Ortaya çıktığı fikir dolayısıyla dikkat çekici fakat metnin bunu seyirciye yansıtması noktasında fazla sayıda tereddütü olan oyun; kendini tekrar döngü, rahatsız edici dış ses ve tek oyuncunun üzerine yığılan anlatımıyla şartları zorlasa da belli bir eşiği aşamıyor. Bunun yanında 40 dakikalık sürenin metnin ağırlığını hissettirecek derecede uzunlukta olduğunu düşünmüyor ve ilerleyen gösterimlerle birlikte metinde yapılacak iyileştirmelerin ağırlığı daha da artıracağını umuyorum.
Ah Ferhunde! “Siz nasıl münasip görürseniz…” dedikçe bizim içimiz daha da burkuldu.
Halit Ziya Uşaklıgil’in beş sayfalık öyküsünün sahneye uyarlanmış versiyonu olan Ferhunde, seyircisini duygudan duyguya sürükleyen ve kalpleri sızlatan dokunaklı bir oyun.
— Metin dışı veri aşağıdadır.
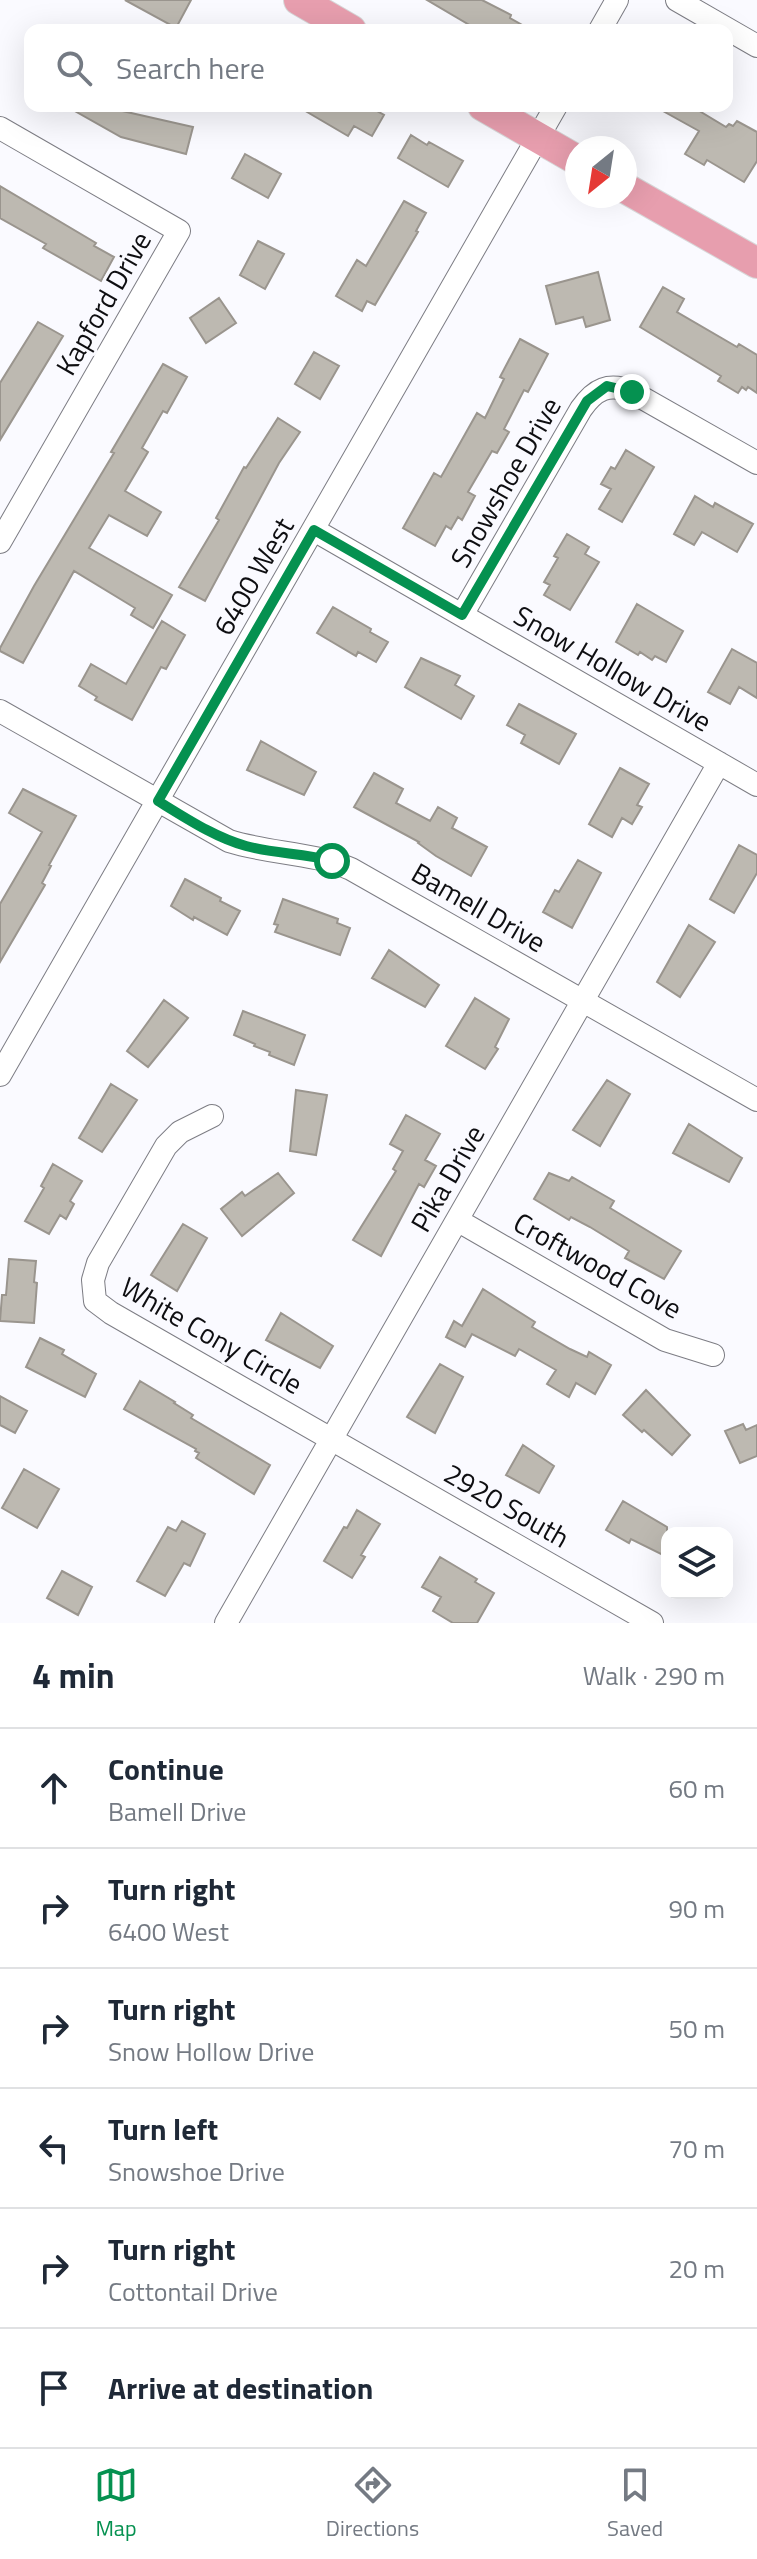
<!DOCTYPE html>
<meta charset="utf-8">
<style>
:root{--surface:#fff;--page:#f2f2f3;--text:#1f2937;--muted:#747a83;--line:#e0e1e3;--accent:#059150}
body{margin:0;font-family:"Titillium Web",sans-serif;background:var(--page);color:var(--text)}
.controls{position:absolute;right:24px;bottom:24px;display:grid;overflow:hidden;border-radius:16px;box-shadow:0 8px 32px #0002}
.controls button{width:72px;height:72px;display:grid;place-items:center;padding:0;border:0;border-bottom:2px solid var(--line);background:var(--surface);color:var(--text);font:40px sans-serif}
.compass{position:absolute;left:565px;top:136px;width:72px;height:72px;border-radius:50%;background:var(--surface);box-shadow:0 8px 32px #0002;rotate:210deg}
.stop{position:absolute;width:24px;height:24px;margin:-18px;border:6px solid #059150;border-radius:50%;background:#fff}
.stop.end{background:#059150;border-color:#fff;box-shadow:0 2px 8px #0008}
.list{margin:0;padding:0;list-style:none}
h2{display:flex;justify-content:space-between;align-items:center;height:104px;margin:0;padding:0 32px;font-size:34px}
h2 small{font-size:26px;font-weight:400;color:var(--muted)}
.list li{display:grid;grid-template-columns:52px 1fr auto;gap:24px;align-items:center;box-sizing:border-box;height:120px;padding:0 32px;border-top:2px solid var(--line)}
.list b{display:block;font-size:30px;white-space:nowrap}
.list p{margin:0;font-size:26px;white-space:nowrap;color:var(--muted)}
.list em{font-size:26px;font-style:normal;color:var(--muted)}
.icon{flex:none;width:44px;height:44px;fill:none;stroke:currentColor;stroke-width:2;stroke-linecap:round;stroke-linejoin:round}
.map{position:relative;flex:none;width:757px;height:1623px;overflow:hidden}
.search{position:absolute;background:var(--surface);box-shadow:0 8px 32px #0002;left:24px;right:24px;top:24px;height:88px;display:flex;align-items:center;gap:20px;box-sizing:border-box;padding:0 28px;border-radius:16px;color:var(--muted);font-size:30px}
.sheet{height:824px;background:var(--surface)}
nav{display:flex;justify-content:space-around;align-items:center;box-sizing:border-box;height:112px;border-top:2px solid var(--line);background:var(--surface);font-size:22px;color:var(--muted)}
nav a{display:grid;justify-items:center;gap:4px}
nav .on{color:var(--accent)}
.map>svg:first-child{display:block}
</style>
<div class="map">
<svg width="757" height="1623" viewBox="0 0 757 1623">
<rect width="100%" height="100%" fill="#fafaff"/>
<path fill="#bdb9b1" stroke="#9a958e" stroke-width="2" d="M 125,0 L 191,0 L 176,28 Z
M 427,0 L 482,0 L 511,15 L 510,18 L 531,30 L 478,30 Z
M 66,106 L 120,106 L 118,110 L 193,127 L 186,154 L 121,137 Z
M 297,106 L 368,106 L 384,115 L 372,136 L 354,126 L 348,136 Z
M 654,106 L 691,106 L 726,127 L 729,124 L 733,126 L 737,121 L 757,132 L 757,161 L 744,182 L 707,160 L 704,165 L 685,154 L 699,131 Z
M 411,135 L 427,145 L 429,142 L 463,161 L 448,187 L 398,158 Z
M 245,154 L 281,174 L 268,198 L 232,178 Z
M 0,186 L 96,243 L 94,246 L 114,257 L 101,281 L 43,248 L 46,244 L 0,218 Z
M 404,201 L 426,213 L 416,231 L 418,232 L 375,305 L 367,301 L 362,311 L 336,296 L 357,260 L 366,266 Z
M 258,241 L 284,254 L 265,289 L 240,275 Z
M 598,272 L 610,320 L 586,327 L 583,317 L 556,324 L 546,286 Z
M 663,287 L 684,299 L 677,312 L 737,347 L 739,344 L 757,355 L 757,393 L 748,387 L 746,390 L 742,387 L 738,393 L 718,381 L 721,376 L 640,327 Z
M 219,298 L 236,323 L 206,343 L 190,318 Z
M 38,322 L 63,336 L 0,440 L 0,383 Z
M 520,339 L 548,354 L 528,392 L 524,390 L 504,429 L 509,432 L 497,453 L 492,451 L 468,492 L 475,496 L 462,520 L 458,517 L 451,529 L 446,526 L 435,546 L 403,528 L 434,473 L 441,477 L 477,413 L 485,418 L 504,379 L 500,377 Z
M 314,352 L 339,366 L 320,399 L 295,384 Z
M 163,364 L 187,377 L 167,413 L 163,411 L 142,448 L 148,452 L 125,491 L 161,512 L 147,536 L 109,515 L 89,548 L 172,595 L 153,628 L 131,615 L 135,608 L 74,571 L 23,663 L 0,651 L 0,648 L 34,586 L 114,453 L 111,452 Z
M 278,418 L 300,432 L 279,463 L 205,601 L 179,587 L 219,520 L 216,518 L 244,467 L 246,468 Z
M 626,450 L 654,467 L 622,522 L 599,509 L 611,489 L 601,484 L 611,467 L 615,469 Z
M 695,496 L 713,507 L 715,503 L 753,524 L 737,552 L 702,532 L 694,545 L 674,534 Z
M 567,534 L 589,547 L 585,554 L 599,562 L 570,610 L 544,595 L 550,585 L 544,582 L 558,558 L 554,556 Z
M 637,604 L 683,631 L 666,662 L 655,656 L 652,660 L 640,652 L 638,655 L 616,642 Z
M 333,607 L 371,629 L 370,632 L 388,642 L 376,662 L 358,652 L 356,656 L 317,633 Z
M 162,621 L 185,635 L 166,669 L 161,667 L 132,720 L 95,700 L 97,697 L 79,686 L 91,664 L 126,684 Z
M 732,649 L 757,663 L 757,698 L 739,687 L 730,704 L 708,692 Z
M 421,658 L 460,676 L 455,685 L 474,696 L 461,719 L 405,687 Z
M 519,704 L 576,734 L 559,764 L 521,743 L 525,735 L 507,725 Z
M 261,741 L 316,772 L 304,795 L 247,770 Z
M 620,768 L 649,784 L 637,805 L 642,807 L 632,824 L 622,818 L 612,837 L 589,824 Z
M 374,773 L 403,789 L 396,803 L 430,821 L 438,807 L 457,818 L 452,828 L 487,847 L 471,876 L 436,856 L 418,843 L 419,842 L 354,807 Z
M 23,789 L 76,816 L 49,865 L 51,866 L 42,883 L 45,885 L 0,962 L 0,904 L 42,832 L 9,813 Z
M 739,845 L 757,855 L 757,873 L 734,913 L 710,899 Z
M 578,860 L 601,873 L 572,928 L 543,912 L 555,890 L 559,892 Z
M 185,879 L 221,898 L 220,901 L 240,911 L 227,935 L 194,917 L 193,920 L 171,906 Z
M 283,899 L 338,919 L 337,923 L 350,928 L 340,955 L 275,932 L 278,925 L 274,924 Z
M 689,925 L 715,942 L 680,997 L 657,982 Z
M 389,950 L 439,985 L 425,1007 L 372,978 Z
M 475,998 L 509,1019 L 495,1047 L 498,1049 L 485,1069 L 446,1046 Z
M 164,1000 L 188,1018 L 148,1067 L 127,1051 Z
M 243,1011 L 305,1035 L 294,1065 L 269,1055 L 270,1052 L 254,1046 L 255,1044 L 234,1035 Z
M 607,1080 L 630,1094 L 600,1146 L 573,1130 Z
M 111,1084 L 137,1100 L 102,1152 L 79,1138 Z
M 296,1090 L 327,1095 L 316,1155 L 290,1151 Z
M 406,1115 L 440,1134 L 425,1160 L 436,1166 L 424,1187 L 419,1184 L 381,1256 L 353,1240 L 396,1171 L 393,1169 L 403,1151 L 390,1144 Z
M 689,1124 L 742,1158 L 729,1182 L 673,1153 Z
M 53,1164 L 82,1181 L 70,1201 L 74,1204 L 66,1219 L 60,1215 L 49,1234 L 25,1221 L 44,1188 L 41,1186 Z
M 278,1173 L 294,1193 L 242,1236 L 221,1209 L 242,1192 L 245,1196 Z
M 549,1173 L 569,1181 L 572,1177 L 614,1201 L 610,1208 L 681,1251 L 664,1279 L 625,1258 L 629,1251 L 590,1227 L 571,1217 L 569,1220 L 534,1199 Z
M 183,1224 L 207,1238 L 177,1291 L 151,1275 Z
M 9,1259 L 36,1261 L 34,1282 L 37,1283 L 34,1323 L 0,1321 L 2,1295 L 6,1295 Z
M 483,1289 L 535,1322 L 532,1327 L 570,1349 L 587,1357 L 589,1352 L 611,1365 L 595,1394 L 576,1383 L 569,1397 L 547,1384 L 556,1370 L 519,1349 L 515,1356 L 472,1334 L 465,1347 L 446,1337 L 454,1321 L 462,1326 Z
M 281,1313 L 333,1346 L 320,1368 L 266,1340 Z
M 40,1338 L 64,1350 L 62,1354 L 96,1374 L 85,1397 L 26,1367 Z
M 440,1364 L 463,1377 L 435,1433 L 407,1417 Z
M 140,1381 L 175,1402 L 174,1403 L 193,1415 L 191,1418 L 270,1465 L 254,1494 L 196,1458 L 199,1453 L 195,1451 L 196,1449 L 124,1409 Z
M 646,1390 L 690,1435 L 672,1455 L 644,1430 L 642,1432 L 623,1415 Z
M 0,1396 L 27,1411 L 15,1433 L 0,1425 Z
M 743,1424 L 746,1430 L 757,1425 L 757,1456 L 740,1463 L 725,1431 Z
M 523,1445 L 554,1466 L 539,1493 L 506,1475 Z
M 24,1469 L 59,1489 L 37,1528 L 2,1508 Z
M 623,1501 L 667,1527 L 667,1557 L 631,1539 L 629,1543 L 606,1530 Z
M 357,1510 L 380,1524 L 361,1555 L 365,1557 L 352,1578 L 324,1561 L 344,1527 L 347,1528 Z
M 182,1521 L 205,1534 L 190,1566 L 184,1563 L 165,1596 L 137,1581 L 168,1527 L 176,1531 Z
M 440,1557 L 477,1579 L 475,1582 L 494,1593 L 477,1623 L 453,1623 L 433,1611 L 441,1597 L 422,1587 Z
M 62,1571 L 92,1587 L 78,1615 L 47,1598 Z"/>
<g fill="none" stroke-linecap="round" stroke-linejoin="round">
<defs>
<path id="minor" d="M 677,0 L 757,46
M 600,30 L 617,0
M 0,128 L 179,231 L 0,542
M 314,530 L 757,785
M 462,615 L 581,409 C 595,389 609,382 632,392 L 757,463
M 0,711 L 229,841 C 270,854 312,852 351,869 L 757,1100
M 0,1075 L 556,106
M 212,1116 L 180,1132 L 166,1146 L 98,1263 L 93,1280 L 95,1301 L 111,1313 L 652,1623
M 457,1220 L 665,1340 L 713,1355
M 226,1623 L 719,763"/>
<path id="major" d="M 299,0 L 351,30
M 483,106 L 577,160
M 625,188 L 757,263"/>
</defs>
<use href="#minor" stroke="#7d7d84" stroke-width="24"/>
<use href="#major" stroke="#d8d8d9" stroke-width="32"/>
<use href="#minor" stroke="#fff" stroke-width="22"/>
<use href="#major" stroke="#e79eae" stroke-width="30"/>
</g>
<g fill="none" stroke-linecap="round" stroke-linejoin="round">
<path stroke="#059150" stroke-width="10" d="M 332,861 C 304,853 274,854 246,846 C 214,837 186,818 158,801 L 314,530 L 462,615 L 587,401 L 607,386 L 632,392"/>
</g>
<g text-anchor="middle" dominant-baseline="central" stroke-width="6" stroke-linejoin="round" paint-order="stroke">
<g font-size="28" fill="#0e0e11" stroke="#fafaff">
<text transform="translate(103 303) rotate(-60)">Kapford Drive</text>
<text transform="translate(505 482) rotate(-60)">Snowshoe Drive</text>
<text transform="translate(253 576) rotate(-60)">6400 West</text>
<text transform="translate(613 668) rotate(30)">Snow Hollow Drive</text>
<text transform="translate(479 907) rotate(30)">Bamell Drive</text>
<text transform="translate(447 1178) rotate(-60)">Pika Drive</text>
<text transform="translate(598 1265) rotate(29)">Croftwood Cove</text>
<text transform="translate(212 1335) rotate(30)">White Cony Circle</text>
<text transform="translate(507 1505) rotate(30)">2920 South</text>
</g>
</g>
</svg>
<div class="controls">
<button><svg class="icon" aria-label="layers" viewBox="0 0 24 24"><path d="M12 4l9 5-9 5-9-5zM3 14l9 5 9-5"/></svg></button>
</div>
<svg class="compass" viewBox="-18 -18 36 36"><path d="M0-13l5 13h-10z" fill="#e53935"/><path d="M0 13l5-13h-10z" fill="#747a83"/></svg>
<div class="stop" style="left:332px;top:861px"></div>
<div class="stop end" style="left:632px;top:392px"></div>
<div class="search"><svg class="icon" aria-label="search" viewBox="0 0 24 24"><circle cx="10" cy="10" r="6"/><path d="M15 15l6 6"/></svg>Search here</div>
</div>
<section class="sheet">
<h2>4 min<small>Walk · 290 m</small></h2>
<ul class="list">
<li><svg class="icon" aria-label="ahead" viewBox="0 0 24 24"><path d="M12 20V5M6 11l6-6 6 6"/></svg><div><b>Continue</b><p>Bamell Drive</p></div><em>60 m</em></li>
<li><svg class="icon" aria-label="right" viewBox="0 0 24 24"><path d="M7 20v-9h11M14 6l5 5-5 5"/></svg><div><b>Turn right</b><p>6400 West</p></div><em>90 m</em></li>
<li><svg class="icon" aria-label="right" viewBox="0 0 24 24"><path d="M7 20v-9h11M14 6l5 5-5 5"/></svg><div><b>Turn right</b><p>Snow Hollow Drive</p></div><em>50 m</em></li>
<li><svg class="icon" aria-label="left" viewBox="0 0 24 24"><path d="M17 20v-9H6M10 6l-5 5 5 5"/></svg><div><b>Turn left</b><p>Snowshoe Drive</p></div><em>70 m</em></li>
<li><svg class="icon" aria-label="right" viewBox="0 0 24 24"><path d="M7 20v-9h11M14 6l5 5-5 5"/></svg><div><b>Turn right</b><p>Cottontail Drive</p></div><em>20 m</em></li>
<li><svg class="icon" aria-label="arrive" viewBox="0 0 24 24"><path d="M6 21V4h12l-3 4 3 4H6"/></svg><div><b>Arrive at destination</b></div></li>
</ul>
</section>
<nav>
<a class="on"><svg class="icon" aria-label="map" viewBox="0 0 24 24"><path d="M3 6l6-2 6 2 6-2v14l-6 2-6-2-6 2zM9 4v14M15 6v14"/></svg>Map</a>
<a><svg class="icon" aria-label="directions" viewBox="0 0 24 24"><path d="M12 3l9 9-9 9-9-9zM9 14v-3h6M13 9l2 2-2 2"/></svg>Directions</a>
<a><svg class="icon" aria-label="saved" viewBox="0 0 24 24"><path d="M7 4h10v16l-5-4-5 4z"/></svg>Saved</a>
</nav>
Küçük yaşta Kamil Paşa’nın konağına halayık olarak verilen, büyüdükçe kalfa olan, dadı olan, bacı olan ama hiçbir zaman özgürleşemeyen bir kadının hikayesini sahneye taşıyan oyun, hayallerine kavuşmayı evlenmekle eşleştirmiş bir özgür olma hikayesi anlatsa da temelinde çok daha derin bir anlama sahip. Kendi iradesini gerçeğe dönüştürme konusunda bir türlü o büyük adımı atamayan, kaderini başkalarının eline teslim eden ve karşısındakini kırmak yerine kendini feda eden bir kadının hikayesi.
Kendisi dışında herkesi düşünen Ferhunde’ye ve beraberinde yan karakterlere sahnede tek başına hayat veren Bahar İrem Gençay, 70 dakika boyunca seyircisinin odağını diri tutmayı başarıyor. Tabii bu noktada oyun oyunu uyarlayan ve yöneten Onur Yamak da Gençay’a yüklediği bu sorumluluk ile son derece riskli fakat doğru bir tercihte bulunuyor. Ekibin emeğine sağlık.